Initiatives and Accomplishments in India's Elephant Conservation Journey?

  • Addressing Elephant-Human Conflict:
    • Establishment of over 40 elephant corridors and 88 wildlife crossings to reduce conflicts.
    • Creation of buffer zones around protected areas covering more than 17,000 sq. km.
  • Project Elephant:
    • Launched in 1992, covering 23 states across India.
    • Improved the status of wild elephants, with a population increase from about 25,000 in 1992 to around 30,000 in 2021.
  • Elephant Reserves:
    • Establishment of 33 Elephant Reserves covering approximately 80,777 Sq.km.
    • These reserves play a crucial role in safeguarding wild elephant populations and their habitats.
  • Human-Elephant Conflict Management:
    • Rapid response teams deployed in various states to handle conflict situations.
    • Around 110 critical stretches across the railway network in the country that traverse through elephant habitats have been identified for the implementation of eco-friendly measures to mitigate human-elephant conflicts.In these locations measures such as building underpasses, clearing vegetation along the tracks to increase visibility for the loco pilots to avoid collisions, provisioning ramps, and others will also be taken up.
  • Community Participation and Empowerment:
    • Gaj Yatra program and Gaj Shilpi initiative involving people to raise awareness about elephant conservation.
  • Recognition of Exemplary Efforts:
    • Conferment of Gaj Gaurav awards individuals and organizations for their exemplary contributions in the field of elephant conservation and management.
  • International Agreements and Protocols:
    • Participation in international conferences like the Conference of Parties under CITES.
    • Monitoring of Illegal Killing of Elephants (MIKE) Programme - The MIKE Programme was established by the CITES by Resolution 10.10 adopted at the tenth Conference of the Parties in 1997.
      • The MIKE program started in South Asia in the year 2003 with the following purpose:
        • To provide information needed for elephant range States to make appropriate management and enforcement decisions, and to build institutional capacity within the range States for the long-term management of their elephant populations.
      • Mike Sites in India:
        • Chirang-Ripu Elephant Reserve (Assam)
        • Deomali Elephant Reserve ( Arunachal Pradesh )
        • Dihing Patkai Elephant Reserve ( Assam )
        • Garo Hills Elephant Reserve ( Meghalaya )
        • Eastern Dooars Elephant Reserve ( West Bengal )
        • Mayurbhanj Elephant Reserve ( Odisha )
        • Shivalik Elephant Reserve (Uttarakhand )
        • Mysore Elephant Reserve ( Karnataka )
        • Nilgiri Elephant Reserve ( Tamil Nadu)
        • Wayanad Elephant Reserve ( Kerala)

According to the recent Elephant Death Audit Framework, electrocution major cause of elephant deaths in Tamil Nadu.

Initiative by – State of Tamil Nadu.

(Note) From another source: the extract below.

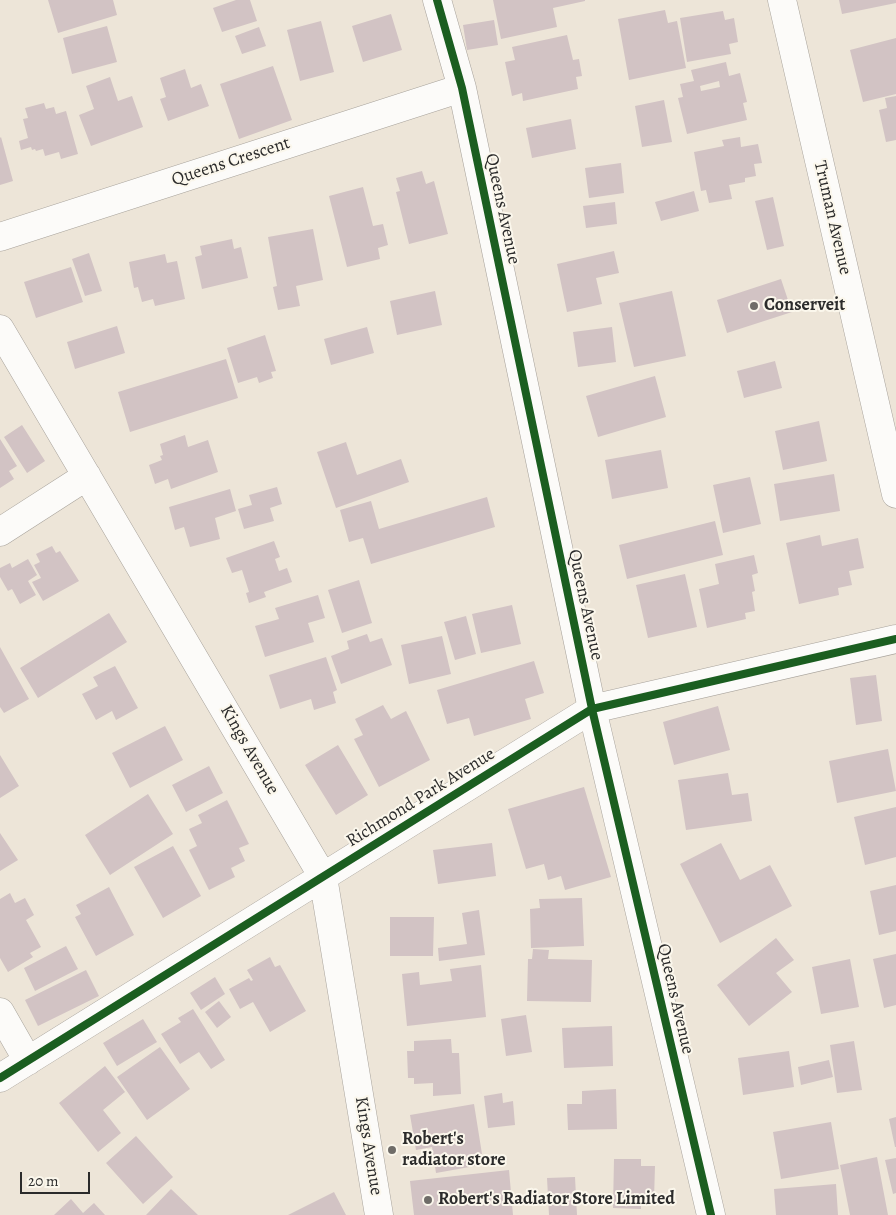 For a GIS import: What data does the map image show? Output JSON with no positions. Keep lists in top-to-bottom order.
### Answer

This is the 1st of its kind initiative in the country.

Objectives – Prescribe a Systematic Standard Protocol (SSP) for conducting post-mortem to determine cause of death and understand the cases of preventable and unnatural deaths.Formulate remedial measures for prevention of unnatural and preventive deaths by conducting periodical death audits and monitoring these over time.


  • Mortality – 1,505 elephant deaths have been recorded since 2010, and 159 of them, or 10.5% of all mortalities, were caused by humans or human-related activities
  • Primary threat - 802 deaths were due to diseases, followed by electrocution.

  • Electrocution – It is an unnatural causes that were behind more than one in every 10 elephant deaths.
  • Since 2010, 128 animals have died of electrocution with 76 cases of electrocution being “intentional” which occurred as the result of negative interactions with humans.
  • Other unnatural causesPoaching, poisoning, gunshots as well as train and road accidents.
  • 158 carcasses were deemed to be unfit for post-mortem which means the cause of death was unlikely to be ascertained.

India is home to over two-thirds of the World’s Asian elephant population with only about 20% of their range is inside protected areas.